For this demonstration let us work with the Matbench perovskite dataset which contains 18,928 DFT-calculated formation energies (in eV/unit cell).

In [None]:
print(get_all_dataset_info('matbench_perovskites'))

## 1. Dataset Analysis

In [None]:
import pandas as pd
df_full = load_dataset('matbench_perovskites')
df_full.describe()  # type: ignore

For computational efficiency sake, we will randomly sample a smaller number of data points.

In [None]:
n_sample = 2000
df = df_full.sample(n=2000, random_state=17)  # subsample for speed   # type: ignore
df.describe()

Now, let us have a look at the distribution of the larget property `e_form`.

In [None]:
import matplotlib.pyplot as plt

df['e_form'].hist(bins=30)
plt.xlabel('Formation Energy (eV/unit cell)')
plt.ylabel('Frequency')
plt.title('Histogram of Formation Energies')
plt.show()

## 2. Composition-based Features
First, let us add a new column that contains the composition of each entry through converting the Pymatgen structure to a composition.

In [None]:
df_comp = df.copy()
df_comp['composition'] = df_comp.structure.apply(lambda x: x.composition )
df_comp.head()

### 2.1 Featurization
Then we will featurize the compositions using the Matminer `ElementProperty` featurizer and use the magpie preset.

In [None]:
from matminer.featurizers.composition.composite import ElementProperty

el_prop_featuriser = ElementProperty.from_preset(preset_name='magpie', impute_nan=False)
el_prop_featuriser.set_n_jobs(1)
df_featurized = el_prop_featuriser.featurize_dataframe(df_comp, col_id='composition')

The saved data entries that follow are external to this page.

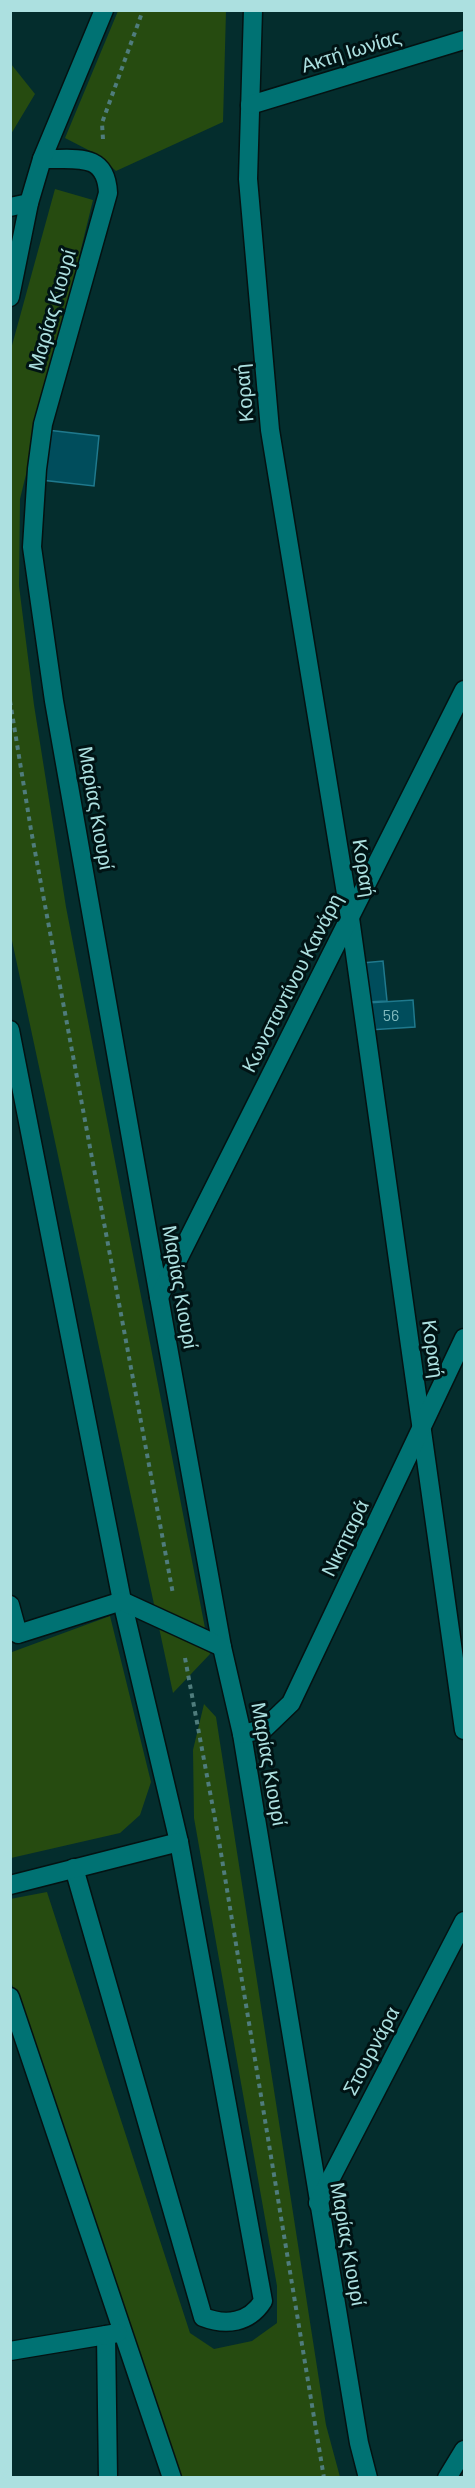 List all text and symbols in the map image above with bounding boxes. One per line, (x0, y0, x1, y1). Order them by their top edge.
street label: Ακτή Ιωνίας (298, 23, 404, 77)
street label: Μαρίας Κιουρί (22, 246, 80, 373)
street label: Κοραή (229, 363, 257, 423)
street label: Μαρίας Κιουρί (74, 744, 120, 872)
street label: Κοραή (349, 837, 381, 899)
street label: Κωνσταντίνου Κανάρη (236, 889, 347, 1076)
house number: 56 (383, 1005, 399, 1024)
street label: Μαρίας Κιουρί (158, 1223, 204, 1351)
street label: Κοραή (418, 1318, 450, 1379)
street label: Νικηταρά (315, 1495, 373, 1580)
street label: Μαρίας Κιουρί (247, 1700, 293, 1828)
street label: Στουρνάρα (337, 2002, 403, 2099)
street label: Μαρίας Κιουρί (326, 2180, 372, 2308)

print(df_featurized.shape)  # type: ignore
print(df_featurized.isnull().sum().sum())  # Check for any NaN values  # type: ignore
df_featurized.head()  # type: ignore

### 2.2 Feature Engineering and Cleaning
We store the target column is `"e_form"` in variable `y`, and the features in `X_all`.

We remove all features with very small variance and features that highly correlate with other features in the dataset.

In [None]:
y = df_featurized['e_form']  # type: ignore
X_all = df_featurized.drop(columns=['e_form', 'structure', 'composition'])  # type: ignore

print("Number of features before cleaning:", X_all.shape[1])

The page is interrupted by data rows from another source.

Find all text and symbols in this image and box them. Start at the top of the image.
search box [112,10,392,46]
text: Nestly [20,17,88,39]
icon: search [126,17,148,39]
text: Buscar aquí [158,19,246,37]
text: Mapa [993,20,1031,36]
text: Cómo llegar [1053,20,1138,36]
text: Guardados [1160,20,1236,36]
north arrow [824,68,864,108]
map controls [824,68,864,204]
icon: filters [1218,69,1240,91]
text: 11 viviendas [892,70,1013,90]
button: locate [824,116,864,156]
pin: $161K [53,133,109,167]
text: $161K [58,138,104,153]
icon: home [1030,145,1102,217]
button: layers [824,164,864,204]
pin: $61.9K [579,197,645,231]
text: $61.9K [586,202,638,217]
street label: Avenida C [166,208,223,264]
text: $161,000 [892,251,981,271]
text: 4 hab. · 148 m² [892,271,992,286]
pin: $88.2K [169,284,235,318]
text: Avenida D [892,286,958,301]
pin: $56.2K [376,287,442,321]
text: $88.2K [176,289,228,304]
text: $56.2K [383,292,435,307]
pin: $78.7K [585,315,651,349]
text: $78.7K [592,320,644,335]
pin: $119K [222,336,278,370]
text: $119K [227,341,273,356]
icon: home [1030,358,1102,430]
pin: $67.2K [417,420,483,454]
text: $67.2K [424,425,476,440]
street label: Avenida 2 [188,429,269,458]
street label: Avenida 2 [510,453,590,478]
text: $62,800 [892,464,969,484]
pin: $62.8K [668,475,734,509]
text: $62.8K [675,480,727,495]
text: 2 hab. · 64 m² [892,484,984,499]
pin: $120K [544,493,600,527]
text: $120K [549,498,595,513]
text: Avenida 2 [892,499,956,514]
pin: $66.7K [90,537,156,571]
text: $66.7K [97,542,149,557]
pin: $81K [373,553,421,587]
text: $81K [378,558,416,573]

# Identify columns with very small variance and drop them
small_var_cols = X_all.columns[X_all.var() < 1e-5].tolist()
print("Columns with very small variance:", small_var_cols)
X_all = X_all.drop(columns=small_var_cols)
corr_matrix = X_all.corr(method='pearson')
print("Number of features after removing small variance columns:", X_all.shape[1])

# Remove highly correlated columns
threshold = 0.99
to_drop = set()
for col in corr_matrix.columns:
    high_corr = corr_matrix.index[(corr_matrix[col].abs() > threshold) & (corr_matrix.index != col)]
    to_drop.update(high_corr)
print("Columns to drop due to high correlation:", to_drop)
X = X_all.drop(columns=list(to_drop))
print("Number of features after removing highly correlated columns:", X.shape[1])

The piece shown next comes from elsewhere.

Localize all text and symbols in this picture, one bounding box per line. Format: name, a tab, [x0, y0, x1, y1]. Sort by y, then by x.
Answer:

# For the remaining features, let's visualize the correlation matrix
corr_matrix = X.corr(method='pearson')

plt.figure(figsize=(16, 12))
im = plt.imshow(corr_matrix, cmap='coolwarm', vmin=-1, vmax=1)
plt.colorbar(im, fraction=0.046, pad=0.04)
plt.title('Pearson Correlation Matrix')
plt.xticks(range(len(corr_matrix.columns)), corr_matrix.columns, rotation=90, fontsize=6)
plt.yticks(range(len(corr_matrix.columns)), corr_matrix.columns, fontsize=6)
plt.tight_layout()
plt.show()

### 2.3 Feature Scaling and Dataset Splitting
Now we use the `StandardScaler` of the Scikit-Learn package, which is always advisable for all input features as it improves numeric stability during model optimization (e.g., gradient descent).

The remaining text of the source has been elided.